In 1644 Milton's "Of Education" dealt with another kind of
domestic freedom, how to develop in schoolboys discipline,
reasonableness, broad culture, all-round ability, and
independence of judgment. The same year saw Areopagitica, his
defense of man's right to free speech and discussion as the best
means of advancing truth. To this end he opposed prepublication
censorship though admitting that if a book or those responsible
for it broke clear and reasonable laws against libel,
pornography, blasphemy, or sedition, the work could be repressed
or those responsible for it could be fairly tried and punished
if found guilty. Milton advocated neither licentiousness or
avoidable interference with individuals but, rather, responsible
freedom under just laws and magistrates.
The divorce tracts made Milton undeservedly notorious as a
fanatic libertine advocate of free love. Readers of his
collected Poems (1645) were therefore probably surprised to find
the charming seriousness of an author who, had he died then,
might have been ranked with George Herbert and Robert Herrick as
an Anglican poet. The volume contained not only the poems
mentioned above but also exquisite lyrics such as "On a May
Morning" and "At a Solemn Musick." Milton also put new life into
the sonnet genre, investing it with wider subject matter.
As the civil war drew to a close, Milton turned from defending
the liberty of religion, marriage, and publication to condemning
royal tyranny. The Tenure of Kings and Magistrates (1649) argued
that men have a natural right to freedom and that contracts they
make with rulers are voluntary and terminable. Soon after its
publication he began a decade as the revolutionary government's
secretary for foreign tongues: his chief duty was to put state
letters into choice Latin. His next pamphlet, Eikonoklastes
(1649), answered "The King's Book," a self-justification
attributed to Charles I. This was followed by two Defenses of
the English People (1651, 1654) to explain why they revolted and
a Defense of Himself (1655) against various attackers. These
works were in Latin: Milton was the revolution's chief
international propagandist.
For some years Milton had been losing his eyesight, and by early
1652 he was totally blind. Reflecting that this could prevent
the use of his talent in God's service, he composed the sonnet
"When I consider how my light is spent" with its famous
conclusion, "They also serve who only stand and wait."

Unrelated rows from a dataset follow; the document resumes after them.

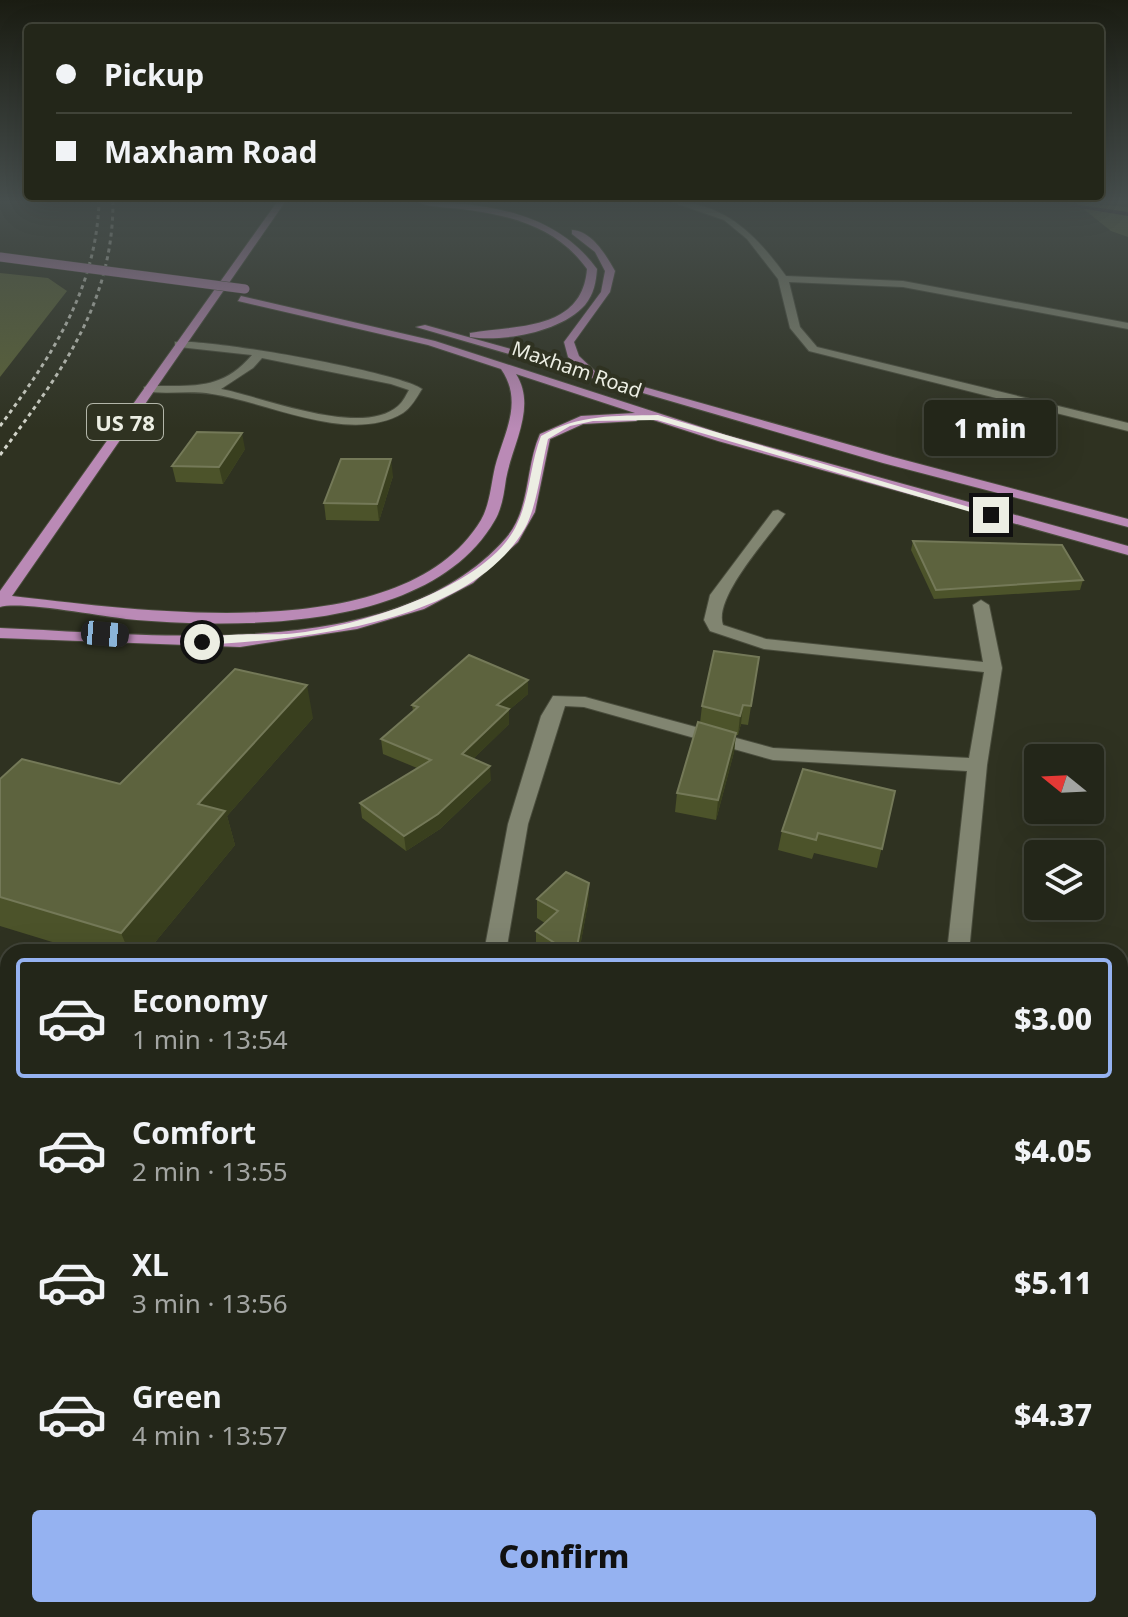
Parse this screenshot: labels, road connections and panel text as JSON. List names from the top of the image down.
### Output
{
  "streets": {
    "main road": ["Maxham Road", "US 78"]
  },
  "north": "left",
  "page": {
    "banner": ["Pickup", "Maxham Road"],
    "bubble": "1 min",
    "list": [
      {
        "name": "Economy",
        "note": "1 min · 13:54",
        "value": "$3.00"
      },
      {
        "name": "Comfort",
        "note": "2 min · 13:55",
        "value": "$4.05"
      },
      {
        "name": "XL",
        "note": "3 min · 13:56",
        "value": "$5.11"
      },
      {
        "name": "Green",
        "note": "4 min · 13:57",
        "value": "$4.37"
      }
    ],
    "buttons": "Confirm"
  }
}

In 1656, four years after his first wife's death, Milton married
Kathrine Woodcock. Two years later she died as a result of
childbirth, and he tenderly memorialized her in a sonnet, "To my
late departed Saint."
Despite adversities Milton heroically persisted. During the
crisis preceding restoration of the monarchy he dictated several
tracts. In A Treatise of Civil Power (1659) he again urged
toleration and separation of Church and state. Ready and Easy
Way (1660) argued for preservation of a republic.
Triumph in Defeat
Inevitably the eloquent defender of monarchy's overthrow was in
acute danger when Charles II, son of the executed Charles I,
regained the throne in 1660. Milton was harassed and imprisoned;
his seditious books were publically burned; but he was included
in a general pardon. In 1663 he married Elizabeth Minshell. In
1667, Paradise Lost, his long-planned epic on the fall of man,
was published. In 1671 its sequel, Paradise Regained, appeared
in one volume with Samson Agonistes, a tragedy modeled on Greek
drama and the Book of Job. Milton also published some previously
written prose works on grammar, logic, and early British
history; his Prolusions with some familiar letters; and an
enlarged edition of his earlier Poems. In 1673 he reentered
public controversy with Of True Religion, a brief defense of
Protestantism. Before his death about Nov. 8, 1674, he was
planning to publish writings that appeared posthumously: his
Latin state papers (1676) and a short history of Moscovia
(1682). In 1694 his nephew Edward Phillips published a life of
his uncle with an English translation of the state papers.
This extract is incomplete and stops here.